▶ _DATASET EXCERPTS_:
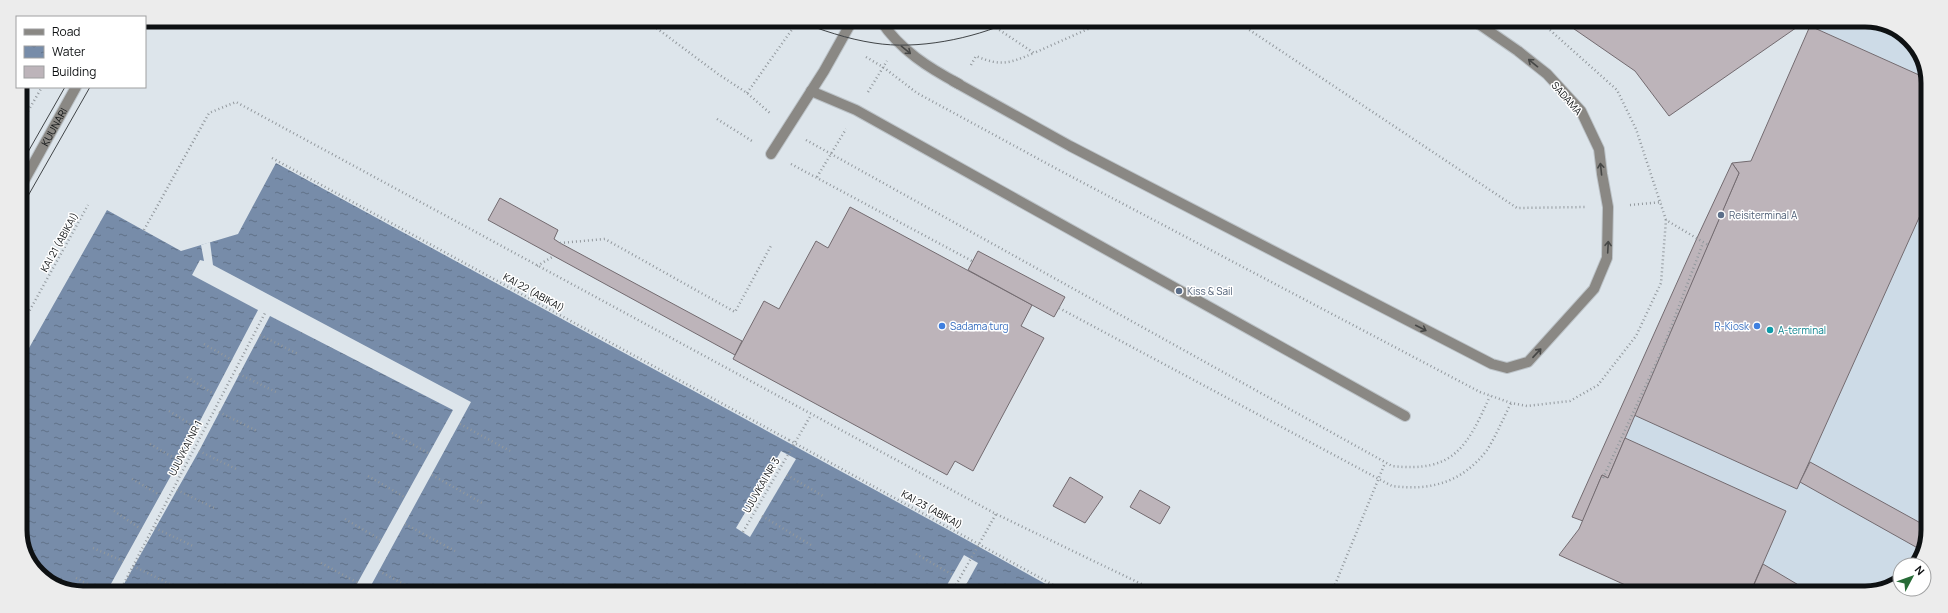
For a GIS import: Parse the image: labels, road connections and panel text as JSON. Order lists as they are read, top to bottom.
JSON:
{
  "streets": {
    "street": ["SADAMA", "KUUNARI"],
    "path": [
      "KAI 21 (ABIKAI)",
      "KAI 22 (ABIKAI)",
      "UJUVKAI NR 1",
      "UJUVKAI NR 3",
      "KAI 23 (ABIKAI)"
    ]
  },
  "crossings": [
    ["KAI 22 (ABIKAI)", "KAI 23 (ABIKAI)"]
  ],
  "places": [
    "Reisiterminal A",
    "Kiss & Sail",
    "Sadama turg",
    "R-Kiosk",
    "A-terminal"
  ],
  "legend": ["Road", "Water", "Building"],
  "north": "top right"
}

▶ _EXERCISE DESCRIPTION_: Give the preceding data back exactly, minus every picture.

▶ _TASK ANSWER_:
For a GIS import: Parse the image: labels, road connections and panel text as JSON. Order lists as they are read, top to bottom.
JSON:
{
  "streets": {
    "street": ["SADAMA", "KUUNARI"],
    "path": [
      "KAI 21 (ABIKAI)",
      "KAI 22 (ABIKAI)",
      "UJUVKAI NR 1",
      "UJUVKAI NR 3",
      "KAI 23 (ABIKAI)"
    ]
  },
  "crossings": [
    ["KAI 22 (ABIKAI)", "KAI 23 (ABIKAI)"]
  ],
  "places": [
    "Reisiterminal A",
    "Kiss & Sail",
    "Sadama turg",
    "R-Kiosk",
    "A-terminal"
  ],
  "legend": ["Road", "Water", "Building"],
  "north": "top right"
}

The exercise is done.